If you notice an error in your reservation, please reach out to us in order to make a correction. Take note of all fields listed in the reservation to ensure we have allocated the resources that match your request.
Using a reservation¶
Once your reservation request is approved and a reservation is placed on the system, to run jobs in the reservation, you can use the --reservation
option on the command line:
nersc$ sbatch --reservation=<reservation_name>
nersc$ salloc --reservation=<reservation_name>
or add #SBATCH --reservation=<reservation_name>
to your job script.
Note
It is possible to submit jobs to a reservation once it is created - jobs will start immediately when the reservation is available.
An existing job that is queued but has not yet started can be updated to run in a reservation using the command scontrol update jobid=<jobid> reservationname=<reservation_name>
. For example, to update job 12345678
to run in the reservation called cool_res
, the command is scontrol update jobid=12345678 reservationname=cool_res
.
To remove job 12345678
from requesting to run in the reservation, simply repeat the update command with no argument to reservationname
: scontrol update jobid=12345678 reservationname=
. (This can be especially useful in the case where there are leftover jobs after the reservation ends.)
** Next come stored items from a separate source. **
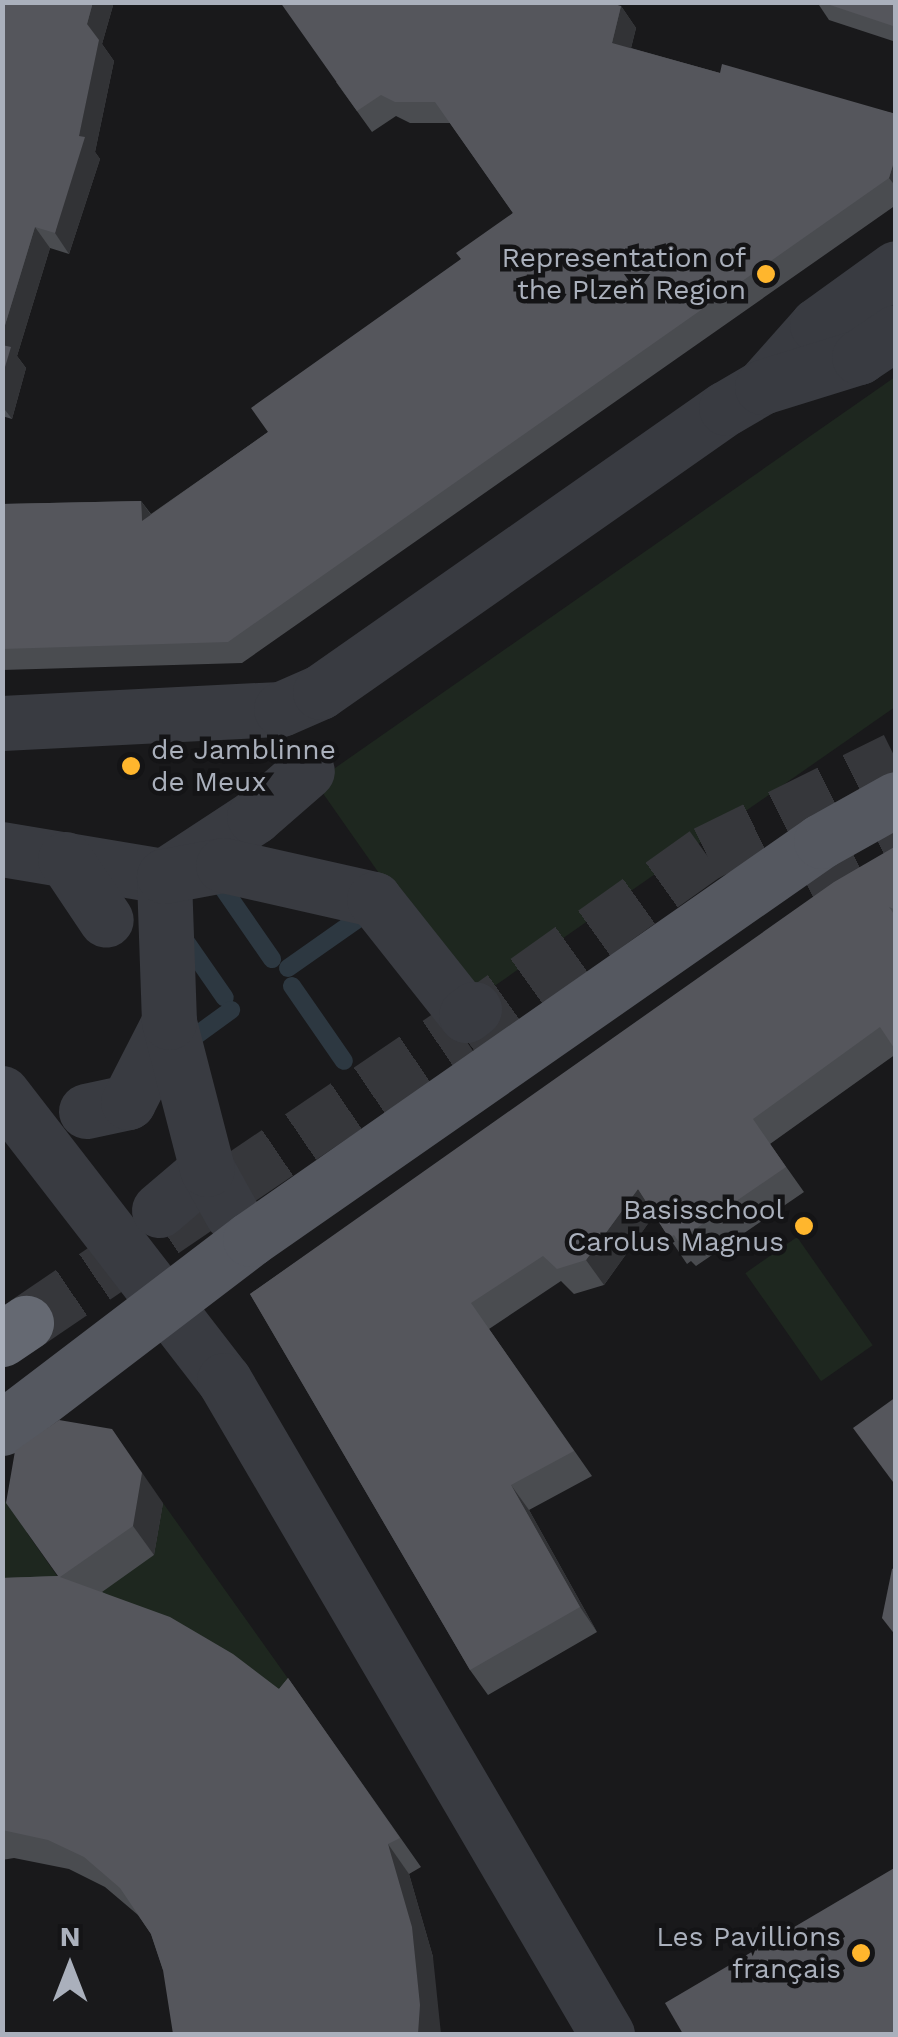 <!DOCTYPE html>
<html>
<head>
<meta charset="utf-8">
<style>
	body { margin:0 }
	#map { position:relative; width:898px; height:2037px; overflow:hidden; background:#19191b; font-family:"Work Sans",sans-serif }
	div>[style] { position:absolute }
	.green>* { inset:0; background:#1e271f; transform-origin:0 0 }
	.stream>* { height:18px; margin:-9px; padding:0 9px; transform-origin:9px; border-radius:9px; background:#2d3841 }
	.highway-tunnel>* { height:55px; margin-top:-27.5px; transform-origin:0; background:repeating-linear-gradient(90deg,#36373b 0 55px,transparent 0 83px) }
	.minor>* { height:55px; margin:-27.5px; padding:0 27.5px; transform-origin:27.5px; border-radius:27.5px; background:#393b41 }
	.major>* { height:55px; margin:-27.5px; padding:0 27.5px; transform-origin:27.5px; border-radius:27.5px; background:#555860 }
	.highway>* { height:55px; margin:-27.5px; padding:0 27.5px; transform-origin:27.5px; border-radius:27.5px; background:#656972 }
	.wall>* { inset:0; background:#4a4c50 }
	.shaded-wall>* { inset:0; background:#323336 }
	.building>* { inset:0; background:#55565c }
	.dots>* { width:28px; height:28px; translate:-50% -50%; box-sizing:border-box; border:5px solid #141416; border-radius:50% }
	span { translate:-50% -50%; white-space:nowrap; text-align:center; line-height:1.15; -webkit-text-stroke:9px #141416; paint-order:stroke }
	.poi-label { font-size:28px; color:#aab0bc }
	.right { translate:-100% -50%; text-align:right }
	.left { translate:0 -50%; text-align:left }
	.frame { position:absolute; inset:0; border:5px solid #aab0bc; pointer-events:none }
	.north { position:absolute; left:20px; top:1917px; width:100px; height:100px; -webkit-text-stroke:8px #141416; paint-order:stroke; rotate:0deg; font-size:28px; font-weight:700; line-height:40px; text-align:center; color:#aab0bc }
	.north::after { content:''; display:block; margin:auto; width:35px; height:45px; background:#aab0bc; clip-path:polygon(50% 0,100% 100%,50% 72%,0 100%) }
</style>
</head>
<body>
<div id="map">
	<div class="green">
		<div style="clip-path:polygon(895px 377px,895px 707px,470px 1003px,315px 782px)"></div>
		<div style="left:797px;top:1237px;width:132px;height:63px;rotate:55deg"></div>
		<div style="clip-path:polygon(36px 1480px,27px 1533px,58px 1577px,3px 1607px,2px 1504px)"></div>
		<div style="clip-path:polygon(163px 1503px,309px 1708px,96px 1616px,101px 1584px,154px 1555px)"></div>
	</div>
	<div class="stream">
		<div style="left:218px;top:881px;width:95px;rotate:55.3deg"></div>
		<div style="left:182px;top:936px;width:75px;rotate:55.3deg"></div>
		<div style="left:288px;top:968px;width:99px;rotate:-35.1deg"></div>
		<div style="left:292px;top:986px;width:91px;rotate:55.3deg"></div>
		<div style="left:194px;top:1037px;width:46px;rotate:-36.1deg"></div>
	</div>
	<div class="highway-tunnel">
		<div style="left:804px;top:879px;width:103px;rotate:-27.1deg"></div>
		<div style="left:26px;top:1323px;width:523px;rotate:-34.18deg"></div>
		<div style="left:459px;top:1029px;width:303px;rotate:-35.5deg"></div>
		<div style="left:706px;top:853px;width:212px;rotate:-26.3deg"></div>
	</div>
	<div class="minor">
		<div style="left:762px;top:387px;width:83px;rotate:-48.4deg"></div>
		<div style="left:817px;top:325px;width:97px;rotate:-35.8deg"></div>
		<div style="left:2px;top:723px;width:279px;rotate:-2.9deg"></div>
		<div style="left:281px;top:709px;width:43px;rotate:-23.6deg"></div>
		<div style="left:320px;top:692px;width:495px;rotate:-35deg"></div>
		<div style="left:726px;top:408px;width:42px;rotate:-30.3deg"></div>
		<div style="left:762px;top:387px;width:102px;rotate:-17.2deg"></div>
		<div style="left:859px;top:357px;width:45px;rotate:-34deg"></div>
		<div style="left:2px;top:849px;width:164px;rotate:9.5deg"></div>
		<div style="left:164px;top:876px;width:108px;rotate:-33.2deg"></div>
		<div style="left:254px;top:817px;width:70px;rotate:-41deg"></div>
		<div style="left:65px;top:859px;width:73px;rotate:56.1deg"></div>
		<div style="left:2px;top:1093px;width:363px;rotate:52.3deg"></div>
		<div style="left:224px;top:1380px;width:758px;rotate:59.65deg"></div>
		<div style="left:86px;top:1111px;width:43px;rotate:-12.1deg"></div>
		<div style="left:128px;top:1102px;width:90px;rotate:-62.9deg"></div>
		<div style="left:159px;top:1210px;width:63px;rotate:-40.5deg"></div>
		<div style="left:232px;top:1214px;width:51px;rotate:-119.1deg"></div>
		<div style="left:207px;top:1169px;width:152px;rotate:-104.5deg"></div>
		<div style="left:169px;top:1022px;width:146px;rotate:-92deg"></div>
		<div style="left:164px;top:876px;width:60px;rotate:-10.6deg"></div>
		<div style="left:223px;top:865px;width:155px;rotate:12.7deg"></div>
		<div style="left:374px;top:899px;width:148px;rotate:51.6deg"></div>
		<div style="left:466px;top:1015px;width:10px;rotate:-37deg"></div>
	</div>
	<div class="major">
		<div style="left:2px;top:1428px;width:312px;rotate:-37.3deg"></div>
		<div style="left:250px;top:1239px;width:696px;rotate:-34.88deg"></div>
		<div style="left:821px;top:841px;width:86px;rotate:-29.2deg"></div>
	</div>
	<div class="highway">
		<div style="left:2px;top:1339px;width:29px;rotate:-34deg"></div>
	</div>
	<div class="wall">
		<div style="clip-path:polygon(2px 2px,114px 2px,102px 44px,114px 61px,95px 152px,100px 159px,69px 254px,50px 248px,17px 356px,26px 368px,12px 419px,2px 416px)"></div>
		<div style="clip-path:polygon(817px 2px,896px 2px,896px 42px,829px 20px)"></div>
		<div style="clip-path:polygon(621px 6px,636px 28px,631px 48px,720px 73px,896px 114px,896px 205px,242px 663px,2px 670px,2px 504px,141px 501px,151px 514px,268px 432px,513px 213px,450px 123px,410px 123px,396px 116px,372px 132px,336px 82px)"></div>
		<div style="clip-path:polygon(896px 846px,896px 1054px,770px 1144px,804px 1192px,696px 1266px,691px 1261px,687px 1264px,654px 1215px,604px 1285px,574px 1294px,561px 1281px,489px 1329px,592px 1476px,529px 1510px,597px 1632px,488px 1695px,470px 1670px,250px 1294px)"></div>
		<div style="clip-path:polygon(163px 1503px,154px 1555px,102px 1592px,279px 1689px,288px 1678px,421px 1867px,409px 1874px,433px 1957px,163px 1970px,151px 1934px,138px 1915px,105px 1887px,69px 1869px,14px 1858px,2px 1860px,2px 1578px,58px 1576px)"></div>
	</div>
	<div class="shaded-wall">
		<div style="clip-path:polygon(93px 2px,114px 2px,102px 44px,114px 61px,95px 152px,100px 159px,69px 254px,55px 233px,79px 136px,87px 24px)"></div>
		<div style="clip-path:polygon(621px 6px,636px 28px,627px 64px,612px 43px)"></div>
		<div style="clip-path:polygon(896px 155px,896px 187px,889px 178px)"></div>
		<div style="clip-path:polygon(35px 227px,50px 248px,17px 356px,26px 368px,12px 419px,2px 406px,2px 335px)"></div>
		<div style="clip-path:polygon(141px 501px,156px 522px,142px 521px)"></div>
		<div style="clip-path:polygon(638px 1189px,655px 1214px,604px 1285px,586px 1260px)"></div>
		<div style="clip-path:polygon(112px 1429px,163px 1503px,154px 1555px,133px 1526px)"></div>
		<div style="clip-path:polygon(511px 1485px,529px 1510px,597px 1632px,580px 1607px)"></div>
		<div style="clip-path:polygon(388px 1844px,409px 1874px,433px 1957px,441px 2034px,418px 2034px)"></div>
	</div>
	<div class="building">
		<div style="clip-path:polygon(2px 2px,93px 2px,87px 24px,99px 40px,79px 136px,85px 137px,55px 233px,35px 227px,2px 335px)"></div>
		<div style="clip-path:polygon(280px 2px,608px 2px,621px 6px,612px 43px,720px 73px,722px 64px,896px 114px,896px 155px,889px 178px,228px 642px,2px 649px,2px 504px,141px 501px,142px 521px,268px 432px,251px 408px,461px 259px,456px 253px,513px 213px,435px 102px,395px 102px,381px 95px,357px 111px)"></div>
		<div style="clip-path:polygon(821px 2px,896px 2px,896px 27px)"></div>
		<div style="clip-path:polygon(2px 345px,11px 347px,2px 377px)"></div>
		<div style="clip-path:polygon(896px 846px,896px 910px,889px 907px,896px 917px,896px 1051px,880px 1027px,753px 1119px,786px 1167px,678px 1241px,674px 1235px,669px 1238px,638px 1189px,586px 1260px,557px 1269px,543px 1256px,471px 1303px,574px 1451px,511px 1485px,580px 1607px,470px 1670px,250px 1294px,834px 882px)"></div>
		<div style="clip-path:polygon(896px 1397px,896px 1486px,853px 1428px)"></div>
		<div style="clip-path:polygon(59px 1420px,112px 1429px,142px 1473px,133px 1526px,60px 1577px,170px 1617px,233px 1654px,279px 1689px,288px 1678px,400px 1838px,388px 1844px,412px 1927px,420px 2005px,418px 2034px,173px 2034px,163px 1970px,151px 1934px,120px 1888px,84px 1857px,48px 1840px,2px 1830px,2px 1578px,58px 1576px,6px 1503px,15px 1451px)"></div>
		<div style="clip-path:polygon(896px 1567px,896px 1636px,882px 1618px,892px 1569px)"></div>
		<div style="clip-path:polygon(896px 1867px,896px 2034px,683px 2034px,665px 2003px)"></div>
	</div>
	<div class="dots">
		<div style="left:766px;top:274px;background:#ffb62d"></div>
		<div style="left:131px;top:766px;background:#ffb62d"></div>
		<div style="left:804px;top:1226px;background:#ffb62d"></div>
		<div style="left:861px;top:1953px;background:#ffb62d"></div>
	</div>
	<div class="poi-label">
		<span class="right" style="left:746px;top:274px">Representation of<br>the Plzeň Region</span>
		<span class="left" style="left:151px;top:766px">de Jamblinne<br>de Meux</span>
		<span class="right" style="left:784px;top:1226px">Basisschool<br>Carolus Magnus</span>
		<span class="right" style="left:841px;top:1953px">Les Pavillions<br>français</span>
	</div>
	<div class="frame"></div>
	<div class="north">N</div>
</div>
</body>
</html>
Job scripts for reservations¶
Job scripts for reservations are essentially identical to batch scripts submitted to any existing QOS, with two notable differences:
- The
--reservation=<reservation_name>
option must be included, either within the script or on the command line as described above. - The walltime limit (
--time
or-t
) is unconstrained. For example, it can exceed the maximum walltime in theregular
QOS. It can also exceed the duration of the reservation (but the job will be killed when the reservation ends).
The --constraint
(or -C
) option is still required. The --qos
(or -q
) option is essentially ignored, except that --qos=shared
will enable the same behavior as the shared QOS (permitting separate jobs to run on a fraction of the same node at the same time). For best results, include the --account
(-A
) option.
Ending a reservation¶
All running jobs under a reservation will be terminated when the reservation ends. There are two ways to end a reservation earlier than scheduled:
- When requesting the reservation, you can ask us to activate a setting that will terminate the reservation 15 minutes after all jobs in the reservation queue have completed. Please note if you choose this option and your reservation is inadvertantly terminated, we will not be able to schedule you a new reservation until the next business day.
- If your reservation does not have the above setting and you complete all planned computations before the reservation ends, please call NERSC operations at 1-800-666-3772 (or 1-510-486-8600) menu option 1 to cancel the reservation.